ОДЕССА - МАРСЕЛЬ. И ОБРАТНО…
(Фрагмент)
...Не дождавшись миллиона баксов от Веры Мэйсон,
я, что называется, сподобился учредить небольшое частное предприятие. А через год
мы с компаньоном, поляком Тадеушем Брыльски, зарегистрировали совместное
предприятие по производству рапсового масла и начали поставлять его в Европу,
получая неплохой доход. Долларовым миллионером я пока не стал, а сколько заработал
гривень и евро, не скажу. Это коммерческая тайна…
Единственное, что тяготило меня — так это та
самая ответственность, которую я так не люблю. Чтобы удержать наплаву
предприятие, минимизировать налоги, откупиться от фискальных и проверяющих
служб, платить рабочим зарплату «ишачить» приходится по двенадцать–шестнадцать
часов в сутки — хуже, чем узбек на хлопковой плантации. И конца и края этому не
видать!

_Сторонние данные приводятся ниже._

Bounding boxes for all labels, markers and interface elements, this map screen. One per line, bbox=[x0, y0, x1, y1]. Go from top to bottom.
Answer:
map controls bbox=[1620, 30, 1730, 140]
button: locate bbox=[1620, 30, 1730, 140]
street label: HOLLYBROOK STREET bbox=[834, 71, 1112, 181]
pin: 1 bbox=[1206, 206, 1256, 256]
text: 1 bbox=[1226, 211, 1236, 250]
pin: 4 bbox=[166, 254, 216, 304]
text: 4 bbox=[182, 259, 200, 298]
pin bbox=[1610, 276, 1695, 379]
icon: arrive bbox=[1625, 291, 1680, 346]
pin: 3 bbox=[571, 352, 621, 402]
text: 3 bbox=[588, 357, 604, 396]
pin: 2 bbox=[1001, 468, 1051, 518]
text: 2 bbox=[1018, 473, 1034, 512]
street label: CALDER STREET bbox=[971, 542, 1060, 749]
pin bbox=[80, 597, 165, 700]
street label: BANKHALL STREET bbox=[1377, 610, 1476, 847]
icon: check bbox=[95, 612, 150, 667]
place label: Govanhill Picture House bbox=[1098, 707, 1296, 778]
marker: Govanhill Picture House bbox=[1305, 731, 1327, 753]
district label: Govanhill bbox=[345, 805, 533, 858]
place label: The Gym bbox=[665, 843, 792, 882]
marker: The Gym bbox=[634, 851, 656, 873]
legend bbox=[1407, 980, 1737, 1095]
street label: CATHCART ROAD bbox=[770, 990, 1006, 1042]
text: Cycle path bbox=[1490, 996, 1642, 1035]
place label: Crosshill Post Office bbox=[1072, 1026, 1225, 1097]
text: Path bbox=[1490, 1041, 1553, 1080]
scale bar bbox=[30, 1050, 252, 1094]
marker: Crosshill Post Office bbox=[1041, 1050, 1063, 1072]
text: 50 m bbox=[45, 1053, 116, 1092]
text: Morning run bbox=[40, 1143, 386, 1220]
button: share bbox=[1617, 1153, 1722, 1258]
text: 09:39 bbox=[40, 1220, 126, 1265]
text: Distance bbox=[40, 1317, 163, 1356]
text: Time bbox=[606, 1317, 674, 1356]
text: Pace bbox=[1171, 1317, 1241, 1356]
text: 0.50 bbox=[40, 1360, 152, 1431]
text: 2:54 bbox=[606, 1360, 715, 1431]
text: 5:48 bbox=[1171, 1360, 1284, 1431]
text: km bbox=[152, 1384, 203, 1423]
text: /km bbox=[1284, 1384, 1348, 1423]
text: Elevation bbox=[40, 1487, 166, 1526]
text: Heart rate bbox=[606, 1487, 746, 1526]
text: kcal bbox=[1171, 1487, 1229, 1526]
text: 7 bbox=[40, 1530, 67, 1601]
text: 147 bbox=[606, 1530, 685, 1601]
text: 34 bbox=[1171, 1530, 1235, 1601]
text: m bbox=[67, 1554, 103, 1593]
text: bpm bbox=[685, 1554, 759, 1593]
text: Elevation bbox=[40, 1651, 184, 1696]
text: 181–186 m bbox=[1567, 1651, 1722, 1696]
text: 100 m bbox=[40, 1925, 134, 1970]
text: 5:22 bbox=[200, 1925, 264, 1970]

Поэтому иногда меня посещает мысль: «А не лучше ли было мне остаться
супервайзером!? Зарплата небольшая, зато аппетит отменный и сон хороший!»
Но это легко говорить. За время моего
предпринимательства у меня не только привычки поменялись, но и вкус к жизни
изменился, стал более изысканным, что ли. Как говорится, хорошему ты учишься
по–хорошему, и от хорошего только хорошеешь.
Взять хотя бы нашу последнюю корпоративную
вечеринку. Приурочили мы ее к началу уборки ранних сортов рапса и предстоящего
Дня конституции. Все у нас было как у людей, по высшему разряду: отменная
выпивка, изысканная еда, девочки–красавицы из лучшего эскортного агентства. А
на десерт — певица: губы — как вареники с вишней, голос — у мертвого встанет.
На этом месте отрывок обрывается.